[Stored data]

+++

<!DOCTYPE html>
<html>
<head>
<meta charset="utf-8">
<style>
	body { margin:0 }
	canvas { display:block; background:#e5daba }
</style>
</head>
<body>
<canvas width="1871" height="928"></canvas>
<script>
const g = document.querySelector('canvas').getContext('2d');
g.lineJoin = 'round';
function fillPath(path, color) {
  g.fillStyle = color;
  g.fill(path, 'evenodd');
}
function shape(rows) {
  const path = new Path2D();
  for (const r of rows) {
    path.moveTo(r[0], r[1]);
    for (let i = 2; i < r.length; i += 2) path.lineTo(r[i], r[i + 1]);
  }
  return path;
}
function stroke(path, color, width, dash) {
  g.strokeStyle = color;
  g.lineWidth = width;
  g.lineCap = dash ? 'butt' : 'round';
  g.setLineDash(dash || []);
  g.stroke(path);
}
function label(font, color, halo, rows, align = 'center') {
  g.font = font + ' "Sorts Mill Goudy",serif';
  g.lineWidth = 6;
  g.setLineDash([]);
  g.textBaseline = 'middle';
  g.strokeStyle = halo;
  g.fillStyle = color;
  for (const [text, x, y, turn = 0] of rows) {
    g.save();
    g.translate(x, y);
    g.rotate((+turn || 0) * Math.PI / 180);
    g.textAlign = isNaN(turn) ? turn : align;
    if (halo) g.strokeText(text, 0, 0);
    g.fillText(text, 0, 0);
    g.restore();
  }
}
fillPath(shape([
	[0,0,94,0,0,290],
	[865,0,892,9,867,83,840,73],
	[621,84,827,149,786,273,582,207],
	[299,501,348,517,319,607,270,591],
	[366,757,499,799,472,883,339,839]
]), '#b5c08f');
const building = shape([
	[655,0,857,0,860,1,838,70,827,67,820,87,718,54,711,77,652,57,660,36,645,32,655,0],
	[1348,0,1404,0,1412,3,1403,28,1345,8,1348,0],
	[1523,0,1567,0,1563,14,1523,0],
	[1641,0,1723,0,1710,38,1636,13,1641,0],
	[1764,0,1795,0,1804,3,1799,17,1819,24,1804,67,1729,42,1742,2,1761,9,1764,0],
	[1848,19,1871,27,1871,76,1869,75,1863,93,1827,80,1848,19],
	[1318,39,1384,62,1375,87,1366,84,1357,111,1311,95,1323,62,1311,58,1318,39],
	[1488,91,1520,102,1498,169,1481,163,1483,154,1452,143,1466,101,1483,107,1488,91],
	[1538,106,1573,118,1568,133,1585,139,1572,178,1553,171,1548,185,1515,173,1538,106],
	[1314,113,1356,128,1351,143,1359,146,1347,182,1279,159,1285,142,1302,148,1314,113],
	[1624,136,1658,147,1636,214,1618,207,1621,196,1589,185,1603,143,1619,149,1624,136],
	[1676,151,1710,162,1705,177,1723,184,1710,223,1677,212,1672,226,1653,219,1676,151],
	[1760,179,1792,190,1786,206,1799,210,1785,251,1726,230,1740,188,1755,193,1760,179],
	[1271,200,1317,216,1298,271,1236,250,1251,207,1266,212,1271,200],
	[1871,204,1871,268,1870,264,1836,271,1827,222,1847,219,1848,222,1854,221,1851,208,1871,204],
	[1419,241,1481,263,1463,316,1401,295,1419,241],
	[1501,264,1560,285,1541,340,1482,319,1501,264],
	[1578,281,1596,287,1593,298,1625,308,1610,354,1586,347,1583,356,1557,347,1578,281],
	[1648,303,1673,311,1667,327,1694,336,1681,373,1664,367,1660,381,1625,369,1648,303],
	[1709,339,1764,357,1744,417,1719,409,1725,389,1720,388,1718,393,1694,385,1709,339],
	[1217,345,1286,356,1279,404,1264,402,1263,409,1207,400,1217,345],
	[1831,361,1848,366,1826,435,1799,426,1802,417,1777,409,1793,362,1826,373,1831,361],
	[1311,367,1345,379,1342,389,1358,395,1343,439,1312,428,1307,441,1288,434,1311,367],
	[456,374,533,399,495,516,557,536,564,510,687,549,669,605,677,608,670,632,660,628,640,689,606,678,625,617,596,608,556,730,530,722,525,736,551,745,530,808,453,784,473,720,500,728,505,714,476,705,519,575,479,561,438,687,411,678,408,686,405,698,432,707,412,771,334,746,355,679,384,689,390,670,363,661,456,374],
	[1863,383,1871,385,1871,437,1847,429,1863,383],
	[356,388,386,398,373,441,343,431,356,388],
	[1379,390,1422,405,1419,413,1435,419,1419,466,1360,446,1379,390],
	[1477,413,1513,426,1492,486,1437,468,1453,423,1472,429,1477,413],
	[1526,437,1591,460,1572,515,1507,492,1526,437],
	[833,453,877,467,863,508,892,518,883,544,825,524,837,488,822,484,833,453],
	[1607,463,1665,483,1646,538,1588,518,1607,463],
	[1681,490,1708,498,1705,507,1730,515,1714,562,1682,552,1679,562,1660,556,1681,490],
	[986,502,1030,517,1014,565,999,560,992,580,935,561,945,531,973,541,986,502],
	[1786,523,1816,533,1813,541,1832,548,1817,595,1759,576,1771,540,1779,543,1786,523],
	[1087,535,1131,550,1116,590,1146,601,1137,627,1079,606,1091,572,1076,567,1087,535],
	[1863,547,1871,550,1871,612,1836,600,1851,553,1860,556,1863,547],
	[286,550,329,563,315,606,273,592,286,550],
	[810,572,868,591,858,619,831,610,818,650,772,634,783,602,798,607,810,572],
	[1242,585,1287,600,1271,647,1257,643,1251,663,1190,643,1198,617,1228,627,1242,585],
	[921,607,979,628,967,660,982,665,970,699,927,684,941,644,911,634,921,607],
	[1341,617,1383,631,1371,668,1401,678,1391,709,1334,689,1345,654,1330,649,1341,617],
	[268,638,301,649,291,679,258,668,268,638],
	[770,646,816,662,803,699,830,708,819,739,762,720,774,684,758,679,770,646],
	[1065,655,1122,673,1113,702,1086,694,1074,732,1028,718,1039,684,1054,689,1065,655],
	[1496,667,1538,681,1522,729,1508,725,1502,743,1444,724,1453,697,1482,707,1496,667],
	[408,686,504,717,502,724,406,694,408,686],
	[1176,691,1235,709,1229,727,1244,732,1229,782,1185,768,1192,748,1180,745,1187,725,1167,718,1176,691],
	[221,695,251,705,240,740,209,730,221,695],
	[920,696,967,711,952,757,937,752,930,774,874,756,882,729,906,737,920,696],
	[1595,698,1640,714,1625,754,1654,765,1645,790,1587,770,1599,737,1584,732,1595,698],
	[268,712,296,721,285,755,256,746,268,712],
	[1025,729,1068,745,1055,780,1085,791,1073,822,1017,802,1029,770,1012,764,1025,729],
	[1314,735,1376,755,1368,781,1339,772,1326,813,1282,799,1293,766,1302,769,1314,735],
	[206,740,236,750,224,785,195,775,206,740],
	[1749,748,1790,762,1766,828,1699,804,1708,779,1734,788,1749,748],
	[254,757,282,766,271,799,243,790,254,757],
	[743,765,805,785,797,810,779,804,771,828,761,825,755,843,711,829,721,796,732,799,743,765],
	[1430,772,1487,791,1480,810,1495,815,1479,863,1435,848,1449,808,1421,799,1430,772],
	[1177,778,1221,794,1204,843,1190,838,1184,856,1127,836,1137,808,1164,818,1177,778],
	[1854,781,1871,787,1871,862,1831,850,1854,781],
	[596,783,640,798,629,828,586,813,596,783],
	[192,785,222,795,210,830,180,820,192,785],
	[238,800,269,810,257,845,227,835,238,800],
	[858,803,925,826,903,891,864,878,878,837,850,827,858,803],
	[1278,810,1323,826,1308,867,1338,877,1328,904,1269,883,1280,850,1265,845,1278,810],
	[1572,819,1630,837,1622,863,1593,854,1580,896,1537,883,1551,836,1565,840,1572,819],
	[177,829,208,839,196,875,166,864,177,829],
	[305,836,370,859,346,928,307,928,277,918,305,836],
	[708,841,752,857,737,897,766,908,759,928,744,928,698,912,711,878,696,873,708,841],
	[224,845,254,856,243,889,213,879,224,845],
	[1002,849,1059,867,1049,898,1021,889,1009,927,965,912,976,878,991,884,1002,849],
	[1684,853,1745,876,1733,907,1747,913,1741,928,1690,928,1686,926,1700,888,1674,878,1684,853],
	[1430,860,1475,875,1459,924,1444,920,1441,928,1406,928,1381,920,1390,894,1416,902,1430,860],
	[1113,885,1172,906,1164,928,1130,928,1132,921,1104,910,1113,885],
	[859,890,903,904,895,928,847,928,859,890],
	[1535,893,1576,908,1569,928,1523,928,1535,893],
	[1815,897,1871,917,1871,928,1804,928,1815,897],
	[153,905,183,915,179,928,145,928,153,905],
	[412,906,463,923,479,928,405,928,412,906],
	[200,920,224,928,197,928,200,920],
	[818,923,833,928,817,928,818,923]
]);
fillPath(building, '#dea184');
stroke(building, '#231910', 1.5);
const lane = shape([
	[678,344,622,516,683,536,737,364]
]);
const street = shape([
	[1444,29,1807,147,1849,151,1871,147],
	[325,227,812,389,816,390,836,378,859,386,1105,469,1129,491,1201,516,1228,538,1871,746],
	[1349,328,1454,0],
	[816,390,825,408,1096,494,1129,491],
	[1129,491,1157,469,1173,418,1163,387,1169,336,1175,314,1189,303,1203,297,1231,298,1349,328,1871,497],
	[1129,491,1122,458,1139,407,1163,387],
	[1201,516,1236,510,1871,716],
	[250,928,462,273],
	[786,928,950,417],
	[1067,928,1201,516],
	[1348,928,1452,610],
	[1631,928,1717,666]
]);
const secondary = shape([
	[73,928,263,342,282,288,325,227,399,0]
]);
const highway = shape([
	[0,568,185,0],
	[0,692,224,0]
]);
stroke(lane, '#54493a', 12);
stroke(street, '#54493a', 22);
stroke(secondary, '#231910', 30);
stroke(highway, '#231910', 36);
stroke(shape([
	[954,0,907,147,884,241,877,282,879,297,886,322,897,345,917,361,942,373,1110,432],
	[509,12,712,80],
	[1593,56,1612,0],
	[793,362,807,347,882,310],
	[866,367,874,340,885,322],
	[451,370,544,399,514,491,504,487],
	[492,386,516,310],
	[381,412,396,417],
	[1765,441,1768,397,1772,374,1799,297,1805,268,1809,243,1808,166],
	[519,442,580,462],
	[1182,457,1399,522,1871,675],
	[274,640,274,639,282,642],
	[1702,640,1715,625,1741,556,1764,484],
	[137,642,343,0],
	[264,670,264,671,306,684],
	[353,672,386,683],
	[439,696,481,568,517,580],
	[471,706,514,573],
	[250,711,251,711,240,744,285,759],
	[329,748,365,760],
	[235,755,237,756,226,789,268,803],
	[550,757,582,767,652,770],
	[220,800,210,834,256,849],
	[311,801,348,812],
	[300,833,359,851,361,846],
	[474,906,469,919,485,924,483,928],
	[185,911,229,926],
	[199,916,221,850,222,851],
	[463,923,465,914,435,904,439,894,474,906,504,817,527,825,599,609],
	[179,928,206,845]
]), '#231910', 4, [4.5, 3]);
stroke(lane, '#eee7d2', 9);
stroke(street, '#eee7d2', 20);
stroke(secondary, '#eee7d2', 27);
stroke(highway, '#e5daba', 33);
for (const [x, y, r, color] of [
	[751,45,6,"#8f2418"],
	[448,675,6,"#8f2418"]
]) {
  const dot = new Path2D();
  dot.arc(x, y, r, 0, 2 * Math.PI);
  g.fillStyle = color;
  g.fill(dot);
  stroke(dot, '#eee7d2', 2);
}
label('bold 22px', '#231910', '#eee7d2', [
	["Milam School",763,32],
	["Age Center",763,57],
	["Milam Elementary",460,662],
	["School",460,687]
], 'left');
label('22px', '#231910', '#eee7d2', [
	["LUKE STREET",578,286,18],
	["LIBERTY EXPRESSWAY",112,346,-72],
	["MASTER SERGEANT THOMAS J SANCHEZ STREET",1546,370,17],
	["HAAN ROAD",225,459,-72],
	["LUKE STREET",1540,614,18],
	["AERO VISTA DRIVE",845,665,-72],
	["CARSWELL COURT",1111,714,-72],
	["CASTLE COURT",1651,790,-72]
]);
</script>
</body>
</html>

+++

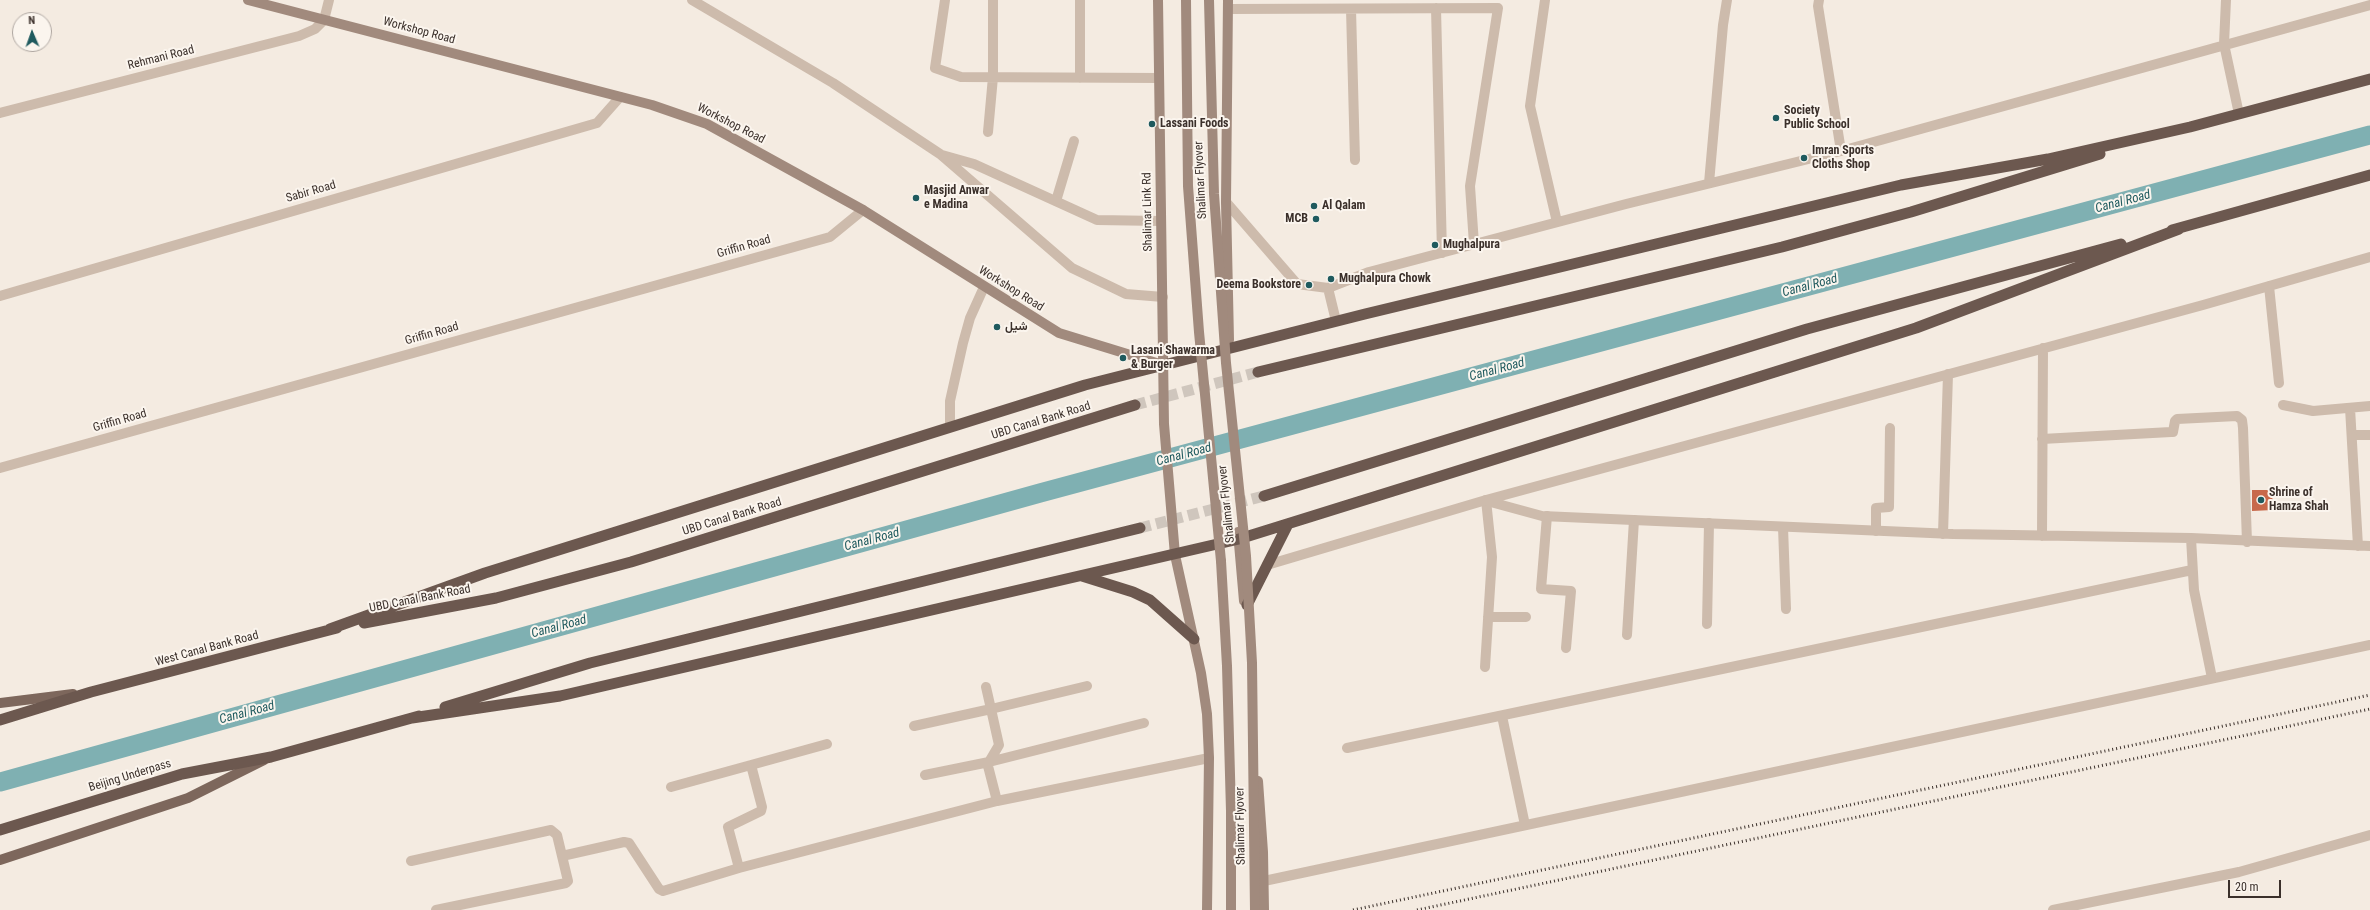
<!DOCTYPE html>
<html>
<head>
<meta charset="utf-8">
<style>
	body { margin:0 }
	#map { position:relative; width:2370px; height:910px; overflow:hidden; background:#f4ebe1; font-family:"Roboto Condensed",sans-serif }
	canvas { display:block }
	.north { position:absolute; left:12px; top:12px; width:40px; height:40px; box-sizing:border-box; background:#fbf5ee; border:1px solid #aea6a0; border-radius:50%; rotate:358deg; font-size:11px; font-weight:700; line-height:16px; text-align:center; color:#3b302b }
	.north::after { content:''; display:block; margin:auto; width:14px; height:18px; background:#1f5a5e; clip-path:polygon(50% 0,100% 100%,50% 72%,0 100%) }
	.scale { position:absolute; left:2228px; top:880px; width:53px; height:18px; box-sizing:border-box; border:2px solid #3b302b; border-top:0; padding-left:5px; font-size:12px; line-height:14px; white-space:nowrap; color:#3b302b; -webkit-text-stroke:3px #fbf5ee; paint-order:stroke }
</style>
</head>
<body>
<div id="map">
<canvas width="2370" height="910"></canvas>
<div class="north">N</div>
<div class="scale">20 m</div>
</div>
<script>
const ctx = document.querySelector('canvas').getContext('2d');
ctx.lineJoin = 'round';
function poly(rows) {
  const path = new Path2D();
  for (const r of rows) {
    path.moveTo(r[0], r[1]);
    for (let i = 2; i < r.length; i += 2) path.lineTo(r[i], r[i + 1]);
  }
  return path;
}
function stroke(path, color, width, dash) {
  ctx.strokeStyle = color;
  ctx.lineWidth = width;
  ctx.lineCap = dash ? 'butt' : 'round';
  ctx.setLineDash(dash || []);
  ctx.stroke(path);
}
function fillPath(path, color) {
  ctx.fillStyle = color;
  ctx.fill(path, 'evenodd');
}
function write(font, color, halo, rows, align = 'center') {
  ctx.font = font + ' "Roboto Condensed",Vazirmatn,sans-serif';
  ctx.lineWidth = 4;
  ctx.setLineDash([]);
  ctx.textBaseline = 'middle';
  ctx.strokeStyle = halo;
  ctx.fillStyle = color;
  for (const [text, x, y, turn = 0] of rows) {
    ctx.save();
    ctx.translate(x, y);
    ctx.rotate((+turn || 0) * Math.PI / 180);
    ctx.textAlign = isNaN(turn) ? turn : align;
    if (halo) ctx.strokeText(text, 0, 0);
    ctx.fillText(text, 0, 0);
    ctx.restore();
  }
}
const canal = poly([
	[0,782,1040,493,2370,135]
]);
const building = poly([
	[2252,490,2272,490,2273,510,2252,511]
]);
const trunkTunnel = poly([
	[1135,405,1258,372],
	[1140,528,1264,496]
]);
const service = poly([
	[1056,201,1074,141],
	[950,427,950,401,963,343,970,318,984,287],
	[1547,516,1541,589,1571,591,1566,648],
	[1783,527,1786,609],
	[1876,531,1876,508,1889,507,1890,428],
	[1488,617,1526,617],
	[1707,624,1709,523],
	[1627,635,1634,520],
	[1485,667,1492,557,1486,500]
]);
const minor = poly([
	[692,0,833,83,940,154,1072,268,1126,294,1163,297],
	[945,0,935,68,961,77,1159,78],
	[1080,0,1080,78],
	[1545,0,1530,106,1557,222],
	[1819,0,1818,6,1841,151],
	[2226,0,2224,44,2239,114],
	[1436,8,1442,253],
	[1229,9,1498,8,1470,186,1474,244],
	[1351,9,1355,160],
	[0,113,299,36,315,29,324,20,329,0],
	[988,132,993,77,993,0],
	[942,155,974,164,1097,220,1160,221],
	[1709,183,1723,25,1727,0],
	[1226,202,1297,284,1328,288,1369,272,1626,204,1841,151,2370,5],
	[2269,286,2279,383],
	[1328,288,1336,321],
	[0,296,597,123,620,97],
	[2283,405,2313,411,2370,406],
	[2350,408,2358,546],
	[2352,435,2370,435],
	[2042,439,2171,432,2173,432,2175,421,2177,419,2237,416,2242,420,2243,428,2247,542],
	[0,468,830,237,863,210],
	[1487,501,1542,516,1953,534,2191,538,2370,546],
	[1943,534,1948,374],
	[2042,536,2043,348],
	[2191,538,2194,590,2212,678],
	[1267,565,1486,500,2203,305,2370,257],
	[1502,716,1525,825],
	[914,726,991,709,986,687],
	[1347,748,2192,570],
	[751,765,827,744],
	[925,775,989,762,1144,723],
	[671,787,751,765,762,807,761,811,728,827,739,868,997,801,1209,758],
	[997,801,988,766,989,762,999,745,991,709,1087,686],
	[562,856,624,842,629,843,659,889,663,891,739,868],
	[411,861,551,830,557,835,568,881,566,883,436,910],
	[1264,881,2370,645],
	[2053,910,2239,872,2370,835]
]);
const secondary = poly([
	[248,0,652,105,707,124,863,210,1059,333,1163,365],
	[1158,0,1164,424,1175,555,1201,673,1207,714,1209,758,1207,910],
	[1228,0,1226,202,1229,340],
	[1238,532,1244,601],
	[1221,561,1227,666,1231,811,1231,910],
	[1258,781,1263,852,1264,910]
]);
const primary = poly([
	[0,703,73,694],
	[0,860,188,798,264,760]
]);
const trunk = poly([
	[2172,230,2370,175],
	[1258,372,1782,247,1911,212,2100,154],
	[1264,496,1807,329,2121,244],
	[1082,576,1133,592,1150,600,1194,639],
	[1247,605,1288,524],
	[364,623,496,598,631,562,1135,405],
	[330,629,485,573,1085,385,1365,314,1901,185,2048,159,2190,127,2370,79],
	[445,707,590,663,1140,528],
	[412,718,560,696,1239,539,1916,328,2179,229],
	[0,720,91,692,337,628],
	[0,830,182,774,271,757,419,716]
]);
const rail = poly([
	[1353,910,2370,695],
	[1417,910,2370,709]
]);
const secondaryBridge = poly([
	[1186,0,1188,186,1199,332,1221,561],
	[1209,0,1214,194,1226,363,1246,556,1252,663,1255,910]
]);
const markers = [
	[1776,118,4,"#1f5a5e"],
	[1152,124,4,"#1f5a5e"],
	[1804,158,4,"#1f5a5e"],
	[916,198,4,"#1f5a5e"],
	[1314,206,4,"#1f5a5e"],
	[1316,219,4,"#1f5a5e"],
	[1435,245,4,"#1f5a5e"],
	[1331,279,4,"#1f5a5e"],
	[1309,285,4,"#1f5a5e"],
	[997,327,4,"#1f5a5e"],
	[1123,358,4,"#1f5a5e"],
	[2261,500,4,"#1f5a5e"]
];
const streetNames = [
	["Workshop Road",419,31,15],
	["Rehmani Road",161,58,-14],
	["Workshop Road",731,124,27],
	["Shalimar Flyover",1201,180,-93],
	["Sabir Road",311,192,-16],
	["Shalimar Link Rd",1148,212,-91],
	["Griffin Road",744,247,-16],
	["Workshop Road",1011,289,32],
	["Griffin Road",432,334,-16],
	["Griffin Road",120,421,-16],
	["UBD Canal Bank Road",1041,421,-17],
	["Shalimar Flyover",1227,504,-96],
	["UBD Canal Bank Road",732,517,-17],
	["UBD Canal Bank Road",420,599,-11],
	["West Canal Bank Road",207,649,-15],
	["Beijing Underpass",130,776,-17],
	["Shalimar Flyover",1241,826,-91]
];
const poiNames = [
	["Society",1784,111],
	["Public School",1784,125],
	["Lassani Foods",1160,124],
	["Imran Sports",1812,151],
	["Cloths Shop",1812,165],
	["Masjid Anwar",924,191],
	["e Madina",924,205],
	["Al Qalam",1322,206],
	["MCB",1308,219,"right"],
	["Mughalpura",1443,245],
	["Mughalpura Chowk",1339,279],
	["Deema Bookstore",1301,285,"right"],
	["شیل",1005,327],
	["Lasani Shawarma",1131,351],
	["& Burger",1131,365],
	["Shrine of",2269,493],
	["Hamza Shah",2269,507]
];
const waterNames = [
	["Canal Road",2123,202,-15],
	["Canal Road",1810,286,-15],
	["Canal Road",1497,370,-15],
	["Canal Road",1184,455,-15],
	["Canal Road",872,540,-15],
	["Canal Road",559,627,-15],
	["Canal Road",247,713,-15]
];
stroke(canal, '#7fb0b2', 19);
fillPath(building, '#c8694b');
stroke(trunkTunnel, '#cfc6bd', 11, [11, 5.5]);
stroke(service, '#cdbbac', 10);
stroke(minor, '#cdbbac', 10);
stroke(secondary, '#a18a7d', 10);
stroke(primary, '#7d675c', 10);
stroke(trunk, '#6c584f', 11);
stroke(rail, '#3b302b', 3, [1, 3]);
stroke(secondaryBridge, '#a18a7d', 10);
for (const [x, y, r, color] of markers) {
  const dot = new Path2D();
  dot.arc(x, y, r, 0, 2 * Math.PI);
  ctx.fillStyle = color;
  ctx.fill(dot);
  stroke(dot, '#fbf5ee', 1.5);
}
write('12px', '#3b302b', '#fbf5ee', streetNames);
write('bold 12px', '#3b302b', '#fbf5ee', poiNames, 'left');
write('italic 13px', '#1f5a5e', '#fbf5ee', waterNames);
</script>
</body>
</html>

+++

■ **Task details**: Copy the stretch of the records above that runs from the line with "g.fill(path, 'evenodd');" through the line with "g.lineWidth = width;". Both end lines belong in the copy, and nothing else does.

■ **Expected answer**:
  g.fill(path, 'evenodd');
}
function shape(rows) {
  const path = new Path2D();
  for (const r of rows) {
    path.moveTo(r[0], r[1]);
    for (let i = 2; i < r.length; i += 2) path.lineTo(r[i], r[i + 1]);
  }
  return path;
}
function stroke(path, color, width, dash) {
  g.strokeStyle = color;
  g.lineWidth = width;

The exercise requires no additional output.